What lines in the records include the string "place"? Return each one.

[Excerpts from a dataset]
· · · ·

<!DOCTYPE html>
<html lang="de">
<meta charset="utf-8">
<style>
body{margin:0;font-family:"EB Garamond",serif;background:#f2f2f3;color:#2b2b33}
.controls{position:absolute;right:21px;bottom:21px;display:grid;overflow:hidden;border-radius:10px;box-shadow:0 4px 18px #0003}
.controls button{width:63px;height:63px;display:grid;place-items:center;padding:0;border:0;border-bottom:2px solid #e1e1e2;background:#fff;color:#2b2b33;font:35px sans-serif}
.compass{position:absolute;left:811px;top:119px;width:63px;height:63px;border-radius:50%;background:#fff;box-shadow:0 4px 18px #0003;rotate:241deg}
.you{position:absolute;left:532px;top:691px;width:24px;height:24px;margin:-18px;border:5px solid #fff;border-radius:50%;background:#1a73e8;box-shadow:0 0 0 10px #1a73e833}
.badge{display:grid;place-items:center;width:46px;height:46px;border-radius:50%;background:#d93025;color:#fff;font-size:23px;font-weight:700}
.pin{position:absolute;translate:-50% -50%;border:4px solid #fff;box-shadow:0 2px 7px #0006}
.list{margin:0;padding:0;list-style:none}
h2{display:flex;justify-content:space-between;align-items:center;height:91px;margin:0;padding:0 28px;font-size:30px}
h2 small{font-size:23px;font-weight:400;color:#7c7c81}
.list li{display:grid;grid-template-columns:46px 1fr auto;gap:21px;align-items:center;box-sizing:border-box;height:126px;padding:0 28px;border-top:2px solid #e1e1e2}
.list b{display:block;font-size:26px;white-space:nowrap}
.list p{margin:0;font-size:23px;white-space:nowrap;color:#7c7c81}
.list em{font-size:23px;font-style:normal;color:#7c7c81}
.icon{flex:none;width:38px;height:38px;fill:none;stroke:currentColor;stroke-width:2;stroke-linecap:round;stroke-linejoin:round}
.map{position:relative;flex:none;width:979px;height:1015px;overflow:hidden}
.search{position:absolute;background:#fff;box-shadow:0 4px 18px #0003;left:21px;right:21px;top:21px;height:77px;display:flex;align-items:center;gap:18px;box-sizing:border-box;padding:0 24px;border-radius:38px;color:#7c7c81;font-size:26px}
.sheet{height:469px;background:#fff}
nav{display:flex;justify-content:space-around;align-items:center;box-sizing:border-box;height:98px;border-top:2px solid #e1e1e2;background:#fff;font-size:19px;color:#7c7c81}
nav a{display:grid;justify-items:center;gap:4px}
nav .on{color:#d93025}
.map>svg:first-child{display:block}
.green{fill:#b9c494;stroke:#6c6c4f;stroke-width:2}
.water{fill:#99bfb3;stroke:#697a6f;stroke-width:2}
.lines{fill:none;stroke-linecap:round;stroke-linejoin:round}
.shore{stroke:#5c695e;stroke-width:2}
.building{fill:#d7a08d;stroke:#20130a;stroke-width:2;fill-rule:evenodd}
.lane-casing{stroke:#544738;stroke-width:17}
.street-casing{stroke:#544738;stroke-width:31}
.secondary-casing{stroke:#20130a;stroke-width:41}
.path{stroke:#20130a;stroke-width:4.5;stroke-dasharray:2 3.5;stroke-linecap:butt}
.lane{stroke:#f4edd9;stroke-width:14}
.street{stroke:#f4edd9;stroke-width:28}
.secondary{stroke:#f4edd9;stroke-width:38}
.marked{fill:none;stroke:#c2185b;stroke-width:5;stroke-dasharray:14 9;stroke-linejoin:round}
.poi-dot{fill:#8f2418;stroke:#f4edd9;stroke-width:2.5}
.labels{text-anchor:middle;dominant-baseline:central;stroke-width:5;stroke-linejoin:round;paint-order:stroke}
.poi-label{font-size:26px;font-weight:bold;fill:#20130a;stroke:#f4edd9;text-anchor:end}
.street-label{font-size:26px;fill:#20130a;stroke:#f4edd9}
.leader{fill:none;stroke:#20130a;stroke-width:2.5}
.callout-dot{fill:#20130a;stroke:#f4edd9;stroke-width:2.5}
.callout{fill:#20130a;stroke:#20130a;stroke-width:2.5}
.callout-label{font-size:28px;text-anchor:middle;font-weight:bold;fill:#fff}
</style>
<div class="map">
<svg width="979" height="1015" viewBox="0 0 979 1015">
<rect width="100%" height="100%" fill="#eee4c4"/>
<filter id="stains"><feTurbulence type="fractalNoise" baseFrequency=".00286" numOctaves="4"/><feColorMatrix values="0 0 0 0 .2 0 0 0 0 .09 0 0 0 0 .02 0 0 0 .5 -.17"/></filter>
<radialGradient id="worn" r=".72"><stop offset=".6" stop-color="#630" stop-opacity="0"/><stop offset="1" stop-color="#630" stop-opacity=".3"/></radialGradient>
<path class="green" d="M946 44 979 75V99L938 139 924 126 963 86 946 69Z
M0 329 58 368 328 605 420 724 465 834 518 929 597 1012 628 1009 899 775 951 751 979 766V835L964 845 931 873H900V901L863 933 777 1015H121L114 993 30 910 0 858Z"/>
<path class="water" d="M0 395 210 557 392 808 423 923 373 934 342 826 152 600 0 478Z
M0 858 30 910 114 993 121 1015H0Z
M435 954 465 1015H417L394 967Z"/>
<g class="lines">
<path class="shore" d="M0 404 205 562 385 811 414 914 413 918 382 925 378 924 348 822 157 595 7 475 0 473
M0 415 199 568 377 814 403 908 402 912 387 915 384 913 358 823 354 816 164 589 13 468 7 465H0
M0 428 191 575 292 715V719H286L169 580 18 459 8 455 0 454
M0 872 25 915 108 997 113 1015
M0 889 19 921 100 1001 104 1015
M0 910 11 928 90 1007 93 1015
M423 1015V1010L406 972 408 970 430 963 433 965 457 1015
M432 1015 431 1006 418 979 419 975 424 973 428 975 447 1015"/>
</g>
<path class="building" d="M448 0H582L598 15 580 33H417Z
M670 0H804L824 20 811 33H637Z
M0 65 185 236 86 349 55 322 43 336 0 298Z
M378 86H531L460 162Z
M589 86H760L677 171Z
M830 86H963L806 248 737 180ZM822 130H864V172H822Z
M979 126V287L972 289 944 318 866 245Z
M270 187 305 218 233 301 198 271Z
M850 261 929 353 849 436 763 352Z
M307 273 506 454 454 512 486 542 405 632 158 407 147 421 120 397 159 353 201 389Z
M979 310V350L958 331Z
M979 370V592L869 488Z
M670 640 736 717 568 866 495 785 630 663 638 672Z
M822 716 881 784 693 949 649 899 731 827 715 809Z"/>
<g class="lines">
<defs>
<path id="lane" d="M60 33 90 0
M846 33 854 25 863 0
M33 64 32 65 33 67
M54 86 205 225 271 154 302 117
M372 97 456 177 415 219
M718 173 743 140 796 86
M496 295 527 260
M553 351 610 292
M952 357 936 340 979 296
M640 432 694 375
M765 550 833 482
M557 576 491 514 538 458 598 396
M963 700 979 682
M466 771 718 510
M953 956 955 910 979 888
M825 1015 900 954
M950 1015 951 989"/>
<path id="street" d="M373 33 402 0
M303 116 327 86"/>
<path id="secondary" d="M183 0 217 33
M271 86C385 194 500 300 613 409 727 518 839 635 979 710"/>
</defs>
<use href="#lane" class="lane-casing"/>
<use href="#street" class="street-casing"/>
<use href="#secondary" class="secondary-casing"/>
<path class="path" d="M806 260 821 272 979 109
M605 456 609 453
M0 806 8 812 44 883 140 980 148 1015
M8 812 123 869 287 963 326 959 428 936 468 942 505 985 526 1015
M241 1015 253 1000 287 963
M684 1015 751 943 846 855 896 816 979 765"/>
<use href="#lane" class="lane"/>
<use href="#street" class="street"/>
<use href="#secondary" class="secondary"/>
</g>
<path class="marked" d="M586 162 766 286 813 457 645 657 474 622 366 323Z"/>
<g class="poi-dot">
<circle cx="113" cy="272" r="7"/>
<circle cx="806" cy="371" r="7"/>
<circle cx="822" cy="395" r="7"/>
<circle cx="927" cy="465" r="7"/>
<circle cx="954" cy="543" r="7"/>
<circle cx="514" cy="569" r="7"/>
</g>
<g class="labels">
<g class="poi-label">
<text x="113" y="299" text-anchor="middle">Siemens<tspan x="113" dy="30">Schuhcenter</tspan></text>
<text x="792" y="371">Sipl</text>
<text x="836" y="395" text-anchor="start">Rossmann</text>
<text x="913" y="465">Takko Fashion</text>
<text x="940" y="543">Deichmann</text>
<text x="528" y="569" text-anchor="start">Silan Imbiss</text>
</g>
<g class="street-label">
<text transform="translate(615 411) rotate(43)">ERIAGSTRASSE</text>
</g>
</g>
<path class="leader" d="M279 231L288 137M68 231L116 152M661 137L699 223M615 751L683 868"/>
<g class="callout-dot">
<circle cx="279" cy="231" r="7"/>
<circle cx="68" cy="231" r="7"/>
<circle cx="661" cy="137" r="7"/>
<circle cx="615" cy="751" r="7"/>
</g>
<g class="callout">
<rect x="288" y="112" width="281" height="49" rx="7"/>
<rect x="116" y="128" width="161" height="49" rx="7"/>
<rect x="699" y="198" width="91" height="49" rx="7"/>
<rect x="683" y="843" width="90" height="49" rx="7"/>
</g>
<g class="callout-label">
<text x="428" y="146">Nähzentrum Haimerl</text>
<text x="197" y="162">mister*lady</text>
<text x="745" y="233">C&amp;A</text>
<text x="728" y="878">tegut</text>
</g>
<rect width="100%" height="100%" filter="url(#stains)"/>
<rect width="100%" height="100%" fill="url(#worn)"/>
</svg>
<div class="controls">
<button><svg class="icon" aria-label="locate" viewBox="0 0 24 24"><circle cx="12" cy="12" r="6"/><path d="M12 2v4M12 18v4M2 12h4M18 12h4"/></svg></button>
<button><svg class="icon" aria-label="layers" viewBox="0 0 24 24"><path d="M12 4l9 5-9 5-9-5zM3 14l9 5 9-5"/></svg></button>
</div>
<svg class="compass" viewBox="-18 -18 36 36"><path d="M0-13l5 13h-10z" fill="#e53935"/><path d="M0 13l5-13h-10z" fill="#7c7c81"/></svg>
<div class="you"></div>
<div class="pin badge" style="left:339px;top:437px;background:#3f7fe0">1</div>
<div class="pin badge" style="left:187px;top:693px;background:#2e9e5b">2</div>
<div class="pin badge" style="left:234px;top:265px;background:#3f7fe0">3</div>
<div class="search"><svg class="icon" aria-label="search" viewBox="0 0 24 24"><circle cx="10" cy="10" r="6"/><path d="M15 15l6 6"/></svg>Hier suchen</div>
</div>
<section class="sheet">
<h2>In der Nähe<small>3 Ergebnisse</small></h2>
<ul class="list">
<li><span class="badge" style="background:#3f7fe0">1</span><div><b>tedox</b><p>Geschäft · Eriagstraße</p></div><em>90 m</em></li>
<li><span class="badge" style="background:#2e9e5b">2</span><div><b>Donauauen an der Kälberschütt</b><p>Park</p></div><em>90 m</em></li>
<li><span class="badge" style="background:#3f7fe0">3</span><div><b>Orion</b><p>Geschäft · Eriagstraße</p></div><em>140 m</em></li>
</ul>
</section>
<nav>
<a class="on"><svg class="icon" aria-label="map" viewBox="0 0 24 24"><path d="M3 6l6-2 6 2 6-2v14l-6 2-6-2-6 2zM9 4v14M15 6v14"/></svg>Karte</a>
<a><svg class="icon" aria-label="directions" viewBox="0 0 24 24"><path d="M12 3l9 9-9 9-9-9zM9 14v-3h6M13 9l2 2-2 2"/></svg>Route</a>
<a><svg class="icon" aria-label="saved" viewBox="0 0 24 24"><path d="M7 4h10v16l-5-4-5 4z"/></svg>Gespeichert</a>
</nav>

· · · ·

## EXERCISE OUTPUT
.controls button{width:63px;height:63px;display:grid;place-items:center;padding:0;border:0;border-bottom:2px solid #e1e1e2;background:#fff;color:#2b2b33;font:35px sans-serif}
.badge{display:grid;place-items:center;width:46px;height:46px;border-radius:50%;background:#d93025;color:#fff;font-size:23px;font-weight:700}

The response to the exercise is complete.